● WHAT TO WORK ON:
Reproduce the entries word for word but drop every picture.

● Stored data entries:
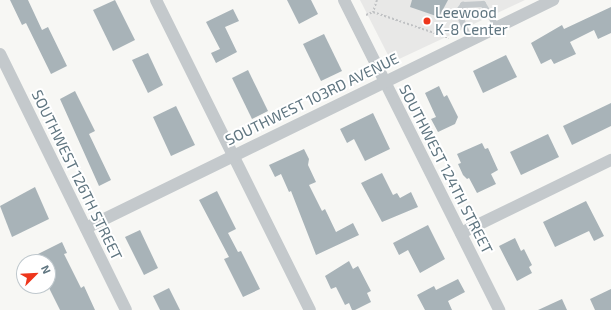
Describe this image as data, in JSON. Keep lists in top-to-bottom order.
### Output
{
  "streets": {
    "street": ["SOUTHWEST 103RD AVENUE", "SOUTHWEST 124TH STREET", "SOUTHWEST 126TH STREET"]
  },
  "crossings": [
    ["SOUTHWEST 103RD AVENUE", "SOUTHWEST 124TH STREET"],
    ["SOUTHWEST 103RD AVENUE", "SOUTHWEST 126TH STREET"]
  ],
  "places": ["Leewood K-8 Center"],
  "north": "top right"
}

● FINISHED TASK:
Describe this image as data, in JSON. Keep lists in top-to-bottom order.
### Output
{
  "streets": {
    "street": ["SOUTHWEST 103RD AVENUE", "SOUTHWEST 124TH STREET", "SOUTHWEST 126TH STREET"]
  },
  "crossings": [
    ["SOUTHWEST 103RD AVENUE", "SOUTHWEST 124TH STREET"],
    ["SOUTHWEST 103RD AVENUE", "SOUTHWEST 126TH STREET"]
  ],
  "places": ["Leewood K-8 Center"],
  "north": "top right"
}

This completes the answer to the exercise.